Go through the data below. List every line that holds the word "label".

---------------

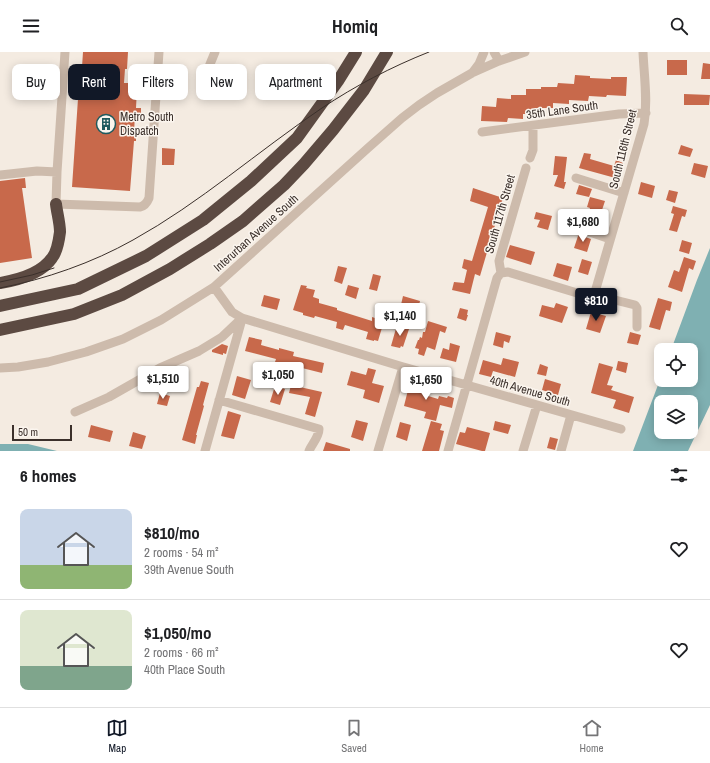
<!DOCTYPE html>
<meta charset="utf-8">
<style>
:root{--surface:#fff;--page:#f2f2f2;--text:#202124;--muted:#757577;--line:#e0e0e0;--accent:#111827}
body{margin:0;font-family:"Archivo Narrow",sans-serif;background:var(--page);color:var(--text);height:100vh;display:flex;flex-direction:column;font-size:15px;white-space:nowrap}
*{box-sizing:border-box;margin:0}
p{font-size:13px;color:var(--muted)}
.icon{flex:none;width:22px;height:22px;fill:none;stroke:currentColor;stroke-width:2;stroke-linecap:round;stroke-linejoin:round}
.map{position:relative;height:399px;overflow:hidden}
.drawer{display:flex;flex-direction:column;background:var(--surface);flex:1}
.drawer>*{flex:none}
.guide{position:absolute;left:12px;top:12px;width:400px;height:36px;display:flex;gap:8px}
.tools{position:absolute;left:654px;top:291px;display:grid;gap:8px}
.tools a{display:grid;place-items:center;width:44px;height:44px;border-radius:8px;background:var(--surface);box-shadow:0 2px 10px #0003;font-size:20px}
.scale{position:absolute;left:12px;bottom:10px;width:60px;box-sizing:border-box;padding-left:4px;border:2px solid #3b302b;border-top:0;font-size:11px;line-height:14px;white-space:nowrap;color:#3b302b;-webkit-text-stroke:3px #fbf5ee;paint-order:stroke}
.price{position:absolute;translate:-50% -34px;padding:0 9px;border-radius:4px;background:#fff;color:#222;font-size:13px;line-height:26px;filter:drop-shadow(0 1px 2px #0008)}
.price::after{content:'';position:absolute;left:50%;top:24px;width:12px;height:9px;margin-left:-6px;background:inherit;clip-path:polygon(0 0,100% 0,50% 100%)}
.price.current{background:var(--accent);color:#fff}
ul{padding:0;list-style:none}
li{display:flex;align-items:center;gap:12px;height:100px;padding:0 20px}
li+li{border-top:1px solid var(--line)}
li span{display:grid;place-items:center;flex:none;width:112px;height:80px;border-radius:8px;color:#555}
li>.icon{margin-inline-start:auto}
span .icon{width:48px;height:48px;fill:#fffc;stroke-width:1}
li b{font-size:17px}
h2{display:flex;justify-content:space-between;align-items:center;height:48px;padding:0 20px;font-size:17px}
.pill{padding:0 14px;border-radius:8px;background:var(--surface);box-shadow:0 2px 10px #0003;font-size:14px;line-height:36px}
.pill.current{background:var(--accent);color:#fff}
header{display:flex;justify-content:space-between;align-items:center;height:52px;padding:0 20px;background:var(--surface);font-size:18px;font-weight:800}
.tab-bar{display:flex;justify-content:space-around;align-items:center;height:56px;border-top:1px solid var(--line);background:var(--surface);font-size:11px;color:var(--muted)}
.tab-bar a{display:grid;justify-items:center;gap:2px}
.tab-bar .current{color:var(--accent)}
.map>svg:first-child{display:block}
</style>
<header><svg class="icon" aria-label="menu" viewBox="0 0 24 24"><path d="M4 6h16M4 12h16M4 18h16"/></svg>Homiq<svg class="icon" aria-label="search" viewBox="0 0 24 24"><circle cx="10" cy="10" r="6"/><path d="M15 15l6 6"/></svg></header>
<div class="map">
<svg width="710" height="399" viewBox="0 0 710 399">
<rect width="100%" height="100%" fill="#f4ebe1"/>
<path fill="#7fb0b2" fill-rule="evenodd" d="M710 196V353L688 399H633L661 325V328H691V298H671L697 228ZM661 350H691V380H661Z
M0 392H28L57 399H0Z"/>
<path fill="#c8694b" d="M83 0H128L127 17H125L124 31H135V36H137L136 56H141V62H135L134 81 136 82V89H134L130 139 72 135 79 32H81V28L94 29 86 19V15H82Z
M667 8H687V23H667Z
M703 11 710 12V27H701Z
M575 23 590 24V26L611 27V25H627L626 44 607 43 606 45 589 44 588 49 569 48V52L553 51V56H538V62H523V67L508 66 507 70 481 69 482 54 496 55 497 46 511 47V43H526V37H541V35H557L558 31 574 32Z
M684 42 710 43 709 53H684Z
M681 93 693 97 690 105 678 102Z
M162 96 175 97 174 113H162Z
M584 101 591 102 590 107 614 114 616 108 623 111 621 116 622 117 619 127 579 116Z
M555 104 567 105 564 130H566L564 137 554 134 558 123H553Z
M694 111 708 114 705 126 691 122Z
M25 126 26 136H22L32 206 0 211V129Z
M641 130 655 134 652 146 638 142Z
M579 133 592 137 589 145 576 142Z
M473 136 503 146 480 224 475 222 470 242 452 238 454 230 464 231 467 218 462 216 464 207 472 209 488 155 470 149Z
M669 138 678 140 675 151 666 148Z
M590 145 605 149 596 176 585 172 590 156 587 155Z
M673 154 687 158 685 165 682 164 677 180 669 178 674 162 671 161Z
M536 160 552 164 548 178 537 175 540 168 534 167Z
M579 181 582 184 591 187 587 200 574 196Z
M682 188 692 191 689 202 679 199Z
M510 193 535 200 531 213 506 205Z
M684 205 696 209 693 218 689 216 682 240 668 235 674 218 679 220Z
M582 207 592 210 588 223 578 220Z
M557 211 572 215 568 229 553 224Z
M338 214 347 216 342 232 334 229Z
M373 222 381 224 377 239 369 237Z
M301 233 307 234 306 236 315 238 313 245 319 247V251L337 256V258L372 269V265L384 269 378 289 374 288V289L366 287 368 280 345 273 343 278 336 276 337 270 315 264 314 266 303 263V261L293 258Z
M348 233 359 236 356 247 345 243Z
M264 243 280 247 277 258 261 254Z
M403 244 420 249 419 253 422 254 420 262 416 260 415 261 400 257Z
M658 246 672 250 670 259 666 258 660 278 649 275Z
M556 251 568 255 562 271 539 264 542 253 554 256Z
M460 256 468 258 467 263H468L466 269 457 266Z
M591 260 606 264 600 281 586 277Z
M428 269 447 275 445 281 440 279 435 298 427 295 424 304 418 302 419 297 415 296 418 288H419L420 285 422 286 423 280H425Z
M397 273 409 277 403 295 401 294 400 296 391 294Z
M496 280 511 284 509 291 504 289 503 296 493 293Z
M630 280 641 283 638 293 627 291Z
M249 285 262 288 261 293 279 298V296L294 300 293 304 324 311 322 321 290 313 288 318 274 313 276 307 245 299Z
M450 291 460 294 456 310 440 306 443 296 449 298Z
M222 292 228 294 226 302 223 301V303L212 300V298Z
M503 306 519 310 515 325 493 319 491 325 479 322 483 308 501 313Z
M618 309 628 311 626 321 616 318Z
M599 311 613 315 607 333 613 334 611 338 634 345 629 361 613 356 616 348 591 341Z
M540 312 548 315 546 324 537 322Z
M368 316 376 318 372 331 384 334 379 351 363 346 365 338 347 333 351 319 366 323Z
M237 324 251 328 245 347 232 343Z
M545 327 561 332 558 343 542 338Z
M201 329 209 331 203 353 204 354 196 383H197L195 392 182 388 197 335H199Z
M410 330 427 335 425 343 438 347 439 344 447 346 448 344 454 346 452 356 440 353 436 369 424 366 426 360 404 354Z
M291 333 322 340 315 365 305 362 310 345 289 341Z
M275 334 285 337 280 353 270 350Z
M160 341 170 344 167 354 157 352Z
M228 359 241 363 234 387 221 384Z
M356 368 368 371 363 389 351 385Z
M431 369 442 372 440 378 444 379 439 399H422Z
M495 369 511 373 508 382 493 378Z
M400 370 411 373 407 389 396 385Z
M91 373 113 379 110 390 88 385Z
M467 375 490 381 485 399H482L456 392 460 380 465 381Z
M133 380 146 384 142 397 129 394Z
M550 385 558 387 555 398 547 396Z
M326 390 350 397V399H323Z"/>
<g fill="none" stroke-linecap="round" stroke-linejoin="round">
<path stroke="#cdbbac" stroke-width="9" d="M494 0 499 9
M208 17 215 0
M473 20 479 12 484 0
M482 80 619 62 646 61
M530 106 533 98V74
M57 120 56 152 140 155C145 154 147 151 149 146L159 0
M0 123 37 119 57 120 65 0
M576 126 624 141
M584 178 610 187
M501 221 508 220 587 244 591 243 595 240 644 72C648 48 644 24 643 0
M214 235 232 260 242 266 400 314 621 377
M595 240 611 247 635 253 637 256V275
M0 316 18 315 48 310 86 300 123 287 161 268 214 235 368 96 402 66 419 53 437 41 472 21 499 9 525 0
M219 348 319 377C319 385 312 392 309 399
M75 360 109 345 160 316 199 299 222 285 242 266
M205 399 242 267
M378 399 403 315
M448 399 497 226 501 221 499 209 526 116
M523 399 537 353
M561 399 571 363"/>
<path stroke="#5c4a42" stroke-width="12" d="M0 231C18 228 41 222 52 206 57 200 59 188 60 180 60 171 57 161 56 152
M0 254 78 237 146 204 203 168 251 129 297 86 338 29 356 0
M0 278 74 262 122 243 170 217 210 192 243 169 284 133 304 112 333 78 364 38 387 0"/>
<path stroke="#3b302b" stroke-width="1" d="M0 230 32 223 54 216
M0 236C46 227 92 211 133 188 200 151 258 99 322 56 355 34 391 15 429 0"/>
</g>
<defs>
<g id="building-ring" transform="scale(1)"><circle r="9.5" fill="#fbf5ee" stroke="#1f5a5e" stroke-width="1.5"/><path d="M-4-6H4V6H1V3H-1V6H-4ZM-2.5-4.3h1.7v1.8h-1.7ZM.8-4.3h1.7v1.8H.8ZM-2.5-1h1.7V.8h-1.7ZM.8-1h1.7V.8H.8Z" fill="#1f5a5e"/></g>
</defs>
<g fill-rule="evenodd">
<use href="#building-ring" x="106" y="72"/>
</g>
<g text-anchor="middle" stroke-width="3" stroke-linejoin="round" paint-order="stroke">
<g font-size="12" fill="#3b302b" stroke="#fbf5ee">
<text transform="translate(562 58) rotate(-8)" y="4">35th Lane South</text>
<text transform="translate(623 97) rotate(-76)" y="4">South 116th Street</text>
<text transform="translate(500 162) rotate(-74)" y="4">South 117th Street</text>
<text transform="translate(256 181) rotate(-42)" y="4">Interurban Avenue South</text>
<text transform="translate(530 339) rotate(16)" y="4">40th Avenue South</text>
</g>
<g font-size="12" fill="#3b302b" stroke="#fbf5ee" text-anchor="start">
<text x="120" y="69">Metro South<tspan x="120" dy="14">Dispatch</tspan></text>
</g>
</g>
</svg>
<div class="tools">
<a><svg class="icon" aria-label="locate" viewBox="0 0 24 24"><circle cx="12" cy="12" r="6"/><path d="M12 2v4M12 18v4M2 12h4M18 12h4"/></svg></a>
<a><svg class="icon" aria-label="layers" viewBox="0 0 24 24"><path d="M12 4l9 5-9 5-9-5zM3 14l9 5 9-5"/></svg></a>
</div>
<div class="scale">50 m</div>
<b class="price" style="left:583px;top:191px">$1,680</b>
<b class="price current" style="left:596px;top:270px">$810</b>
<b class="price" style="left:400px;top:285px">$1,140</b>
<b class="price" style="left:278px;top:344px">$1,050</b>
<b class="price" style="left:163px;top:348px">$1,510</b>
<b class="price" style="left:426px;top:349px">$1,650</b>
<div class="guide">
<a class="pill">Buy</a>
<a class="pill current">Rent</a>
<a class="pill">Filters</a>
<a class="pill">New</a>
<a class="pill">Apartment</a>
</div>
</div>
<section class="drawer">
<h2>6 homes<svg class="icon" aria-label="filters" viewBox="0 0 24 24"><path d="M4 7h16M4 17h16"/><circle cx="9" cy="7" r="2"/><circle cx="15" cy="17" r="2"/></svg></h2>
<ul>
<li><span style="background:linear-gradient(#c9d6e8 70%,#8fb573 0)"><svg class="icon" aria-label="home" viewBox="0 0 24 24"><path d="M3 11l9-7 9 7M6 9v11h12V9"/></svg></span><div><b>$810/mo</b><p>2 rooms · 54 m²</p><p>39th Avenue South</p></div><svg class="icon" aria-label="heart" viewBox="0 0 24 24"><path d="M12 20l-8-8c-3-5 5-10 8-4 3-6 11-1 8 4z"/></svg></li>
<li><span style="background:linear-gradient(#dfe7d0 70%,#7fa58c 0)"><svg class="icon" aria-label="home" viewBox="0 0 24 24"><path d="M3 11l9-7 9 7M6 9v11h12V9"/></svg></span><div><b>$1,050/mo</b><p>2 rooms · 66 m²</p><p>40th Place South</p></div><svg class="icon" aria-label="heart" viewBox="0 0 24 24"><path d="M12 20l-8-8c-3-5 5-10 8-4 3-6 11-1 8 4z"/></svg></li>
</ul>
</section>
<nav class="tab-bar">
<a class="current"><svg class="icon" aria-label="map" viewBox="0 0 24 24"><path d="M3 6l6-2 6 2 6-2v14l-6 2-6-2-6 2zM9 4v14M15 6v14"/></svg>Map</a>
<a><svg class="icon" aria-label="saved" viewBox="0 0 24 24"><path d="M7 4h10v16l-5-4-5 4z"/></svg>Saved</a>
<a><svg class="icon" aria-label="home" viewBox="0 0 24 24"><path d="M3 11l9-7 9 7M6 9v11h12V9"/></svg>Home</a>
</nav>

---------------

Solution for this problem:
<header><svg class="icon" aria-label="menu" viewBox="0 0 24 24"><path d="M4 6h16M4 12h16M4 18h16"/></svg>Homiq<svg class="icon" aria-label="search" viewBox="0 0 24 24"><circle cx="10" cy="10" r="6"/><path d="M15 15l6 6"/></svg></header>
<a><svg class="icon" aria-label="locate" viewBox="0 0 24 24"><circle cx="12" cy="12" r="6"/><path d="M12 2v4M12 18v4M2 12h4M18 12h4"/></svg></a>
<a><svg class="icon" aria-label="layers" viewBox="0 0 24 24"><path d="M12 4l9 5-9 5-9-5zM3 14l9 5 9-5"/></svg></a>
<h2>6 homes<svg class="icon" aria-label="filters" viewBox="0 0 24 24"><path d="M4 7h16M4 17h16"/><circle cx="9" cy="7" r="2"/><circle cx="15" cy="17" r="2"/></svg></h2>
<li><span style="background:linear-gradient(#c9d6e8 70%,#8fb573 0)"><svg class="icon" aria-label="home" viewBox="0 0 24 24"><path d="M3 11l9-7 9 7M6 9v11h12V9"/></svg></span><div><b>$810/mo</b><p>2 rooms · 54 m²</p><p>39th Avenue South</p></div><svg class="icon" aria-label="heart" viewBox="0 0 24 24"><path d="M12 20l-8-8c-3-5 5-10 8-4 3-6 11-1 8 4z"/></svg></li>
<li><span style="background:linear-gradient(#dfe7d0 70%,#7fa58c 0)"><svg class="icon" aria-label="home" viewBox="0 0 24 24"><path d="M3 11l9-7 9 7M6 9v11h12V9"/></svg></span><div><b>$1,050/mo</b><p>2 rooms · 66 m²</p><p>40th Place South</p></div><svg class="icon" aria-label="heart" viewBox="0 0 24 24"><path d="M12 20l-8-8c-3-5 5-10 8-4 3-6 11-1 8 4z"/></svg></li>
<a class="current"><svg class="icon" aria-label="map" viewBox="0 0 24 24"><path d="M3 6l6-2 6 2 6-2v14l-6 2-6-2-6 2zM9 4v14M15 6v14"/></svg>Map</a>
<a><svg class="icon" aria-label="saved" viewBox="0 0 24 24"><path d="M7 4h10v16l-5-4-5 4z"/></svg>Saved</a>
<a><svg class="icon" aria-label="home" viewBox="0 0 24 24"><path d="M3 11l9-7 9 7M6 9v11h12V9"/></svg>Home</a>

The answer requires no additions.